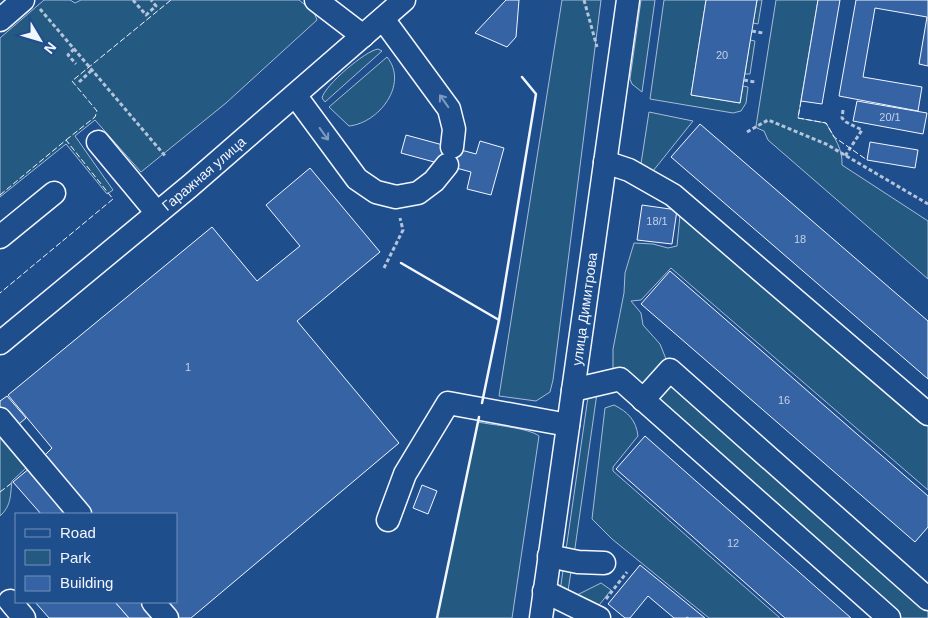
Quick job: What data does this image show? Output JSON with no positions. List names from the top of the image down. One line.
{"streets":{"street":["Гаражная улица","улица Димитрова"]},"house_numbers":["20","20/1","18/1","18","1","16","12"],"legend":["Road","Park","Building"],"north":"bottom right"}
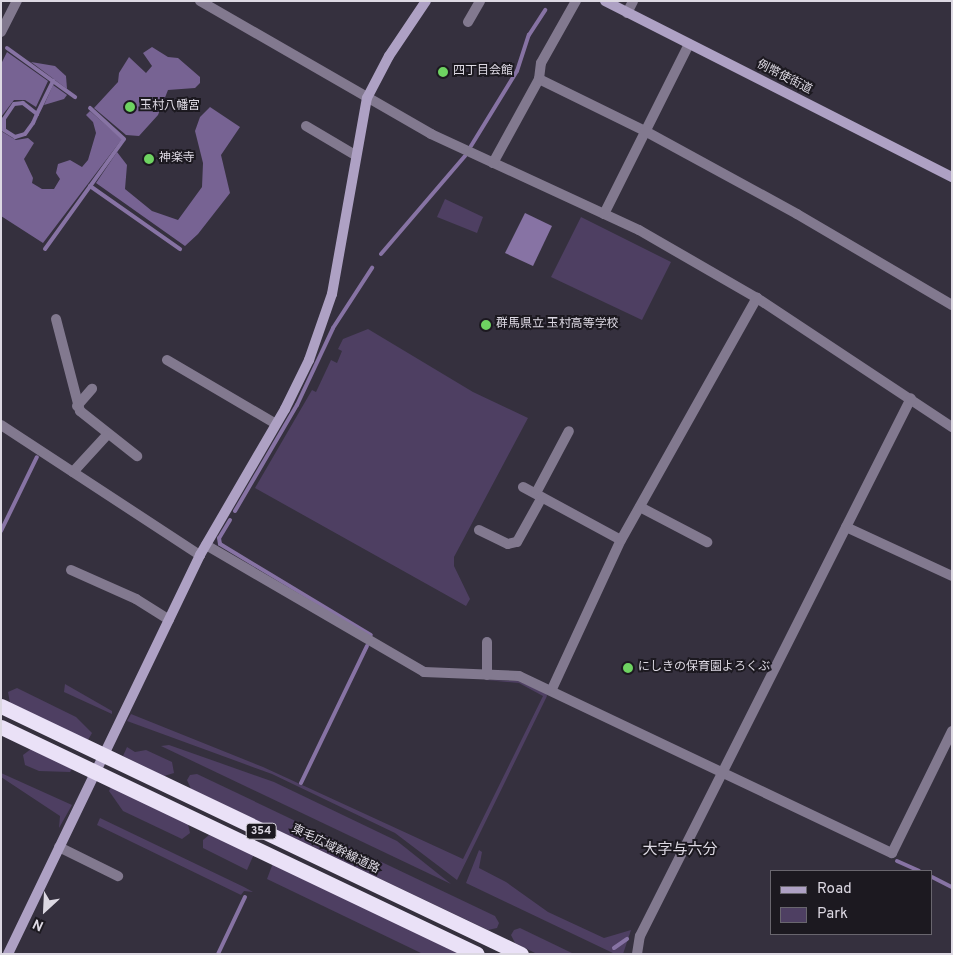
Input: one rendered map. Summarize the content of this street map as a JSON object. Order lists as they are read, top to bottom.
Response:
• • • • • • •
**EXERCISE REQUIREMENTS**.
Would you restate all of the data above word for word, omitting the pictures?

**YOUR SOLUTION**.
Quick job: What data does this image show? Output JSON with no positions. List names from the top of the image down. One line.
{"streets":{"street":["Гаражная улица","улица Димитрова"]},"house_numbers":["20","20/1","18/1","18","1","16","12"],"legend":["Road","Park","Building"],"north":"bottom right"}
Input: one rendered map. Summarize the content of this street map as a JSON object. Order lists as they are read, top to bottom.
Response:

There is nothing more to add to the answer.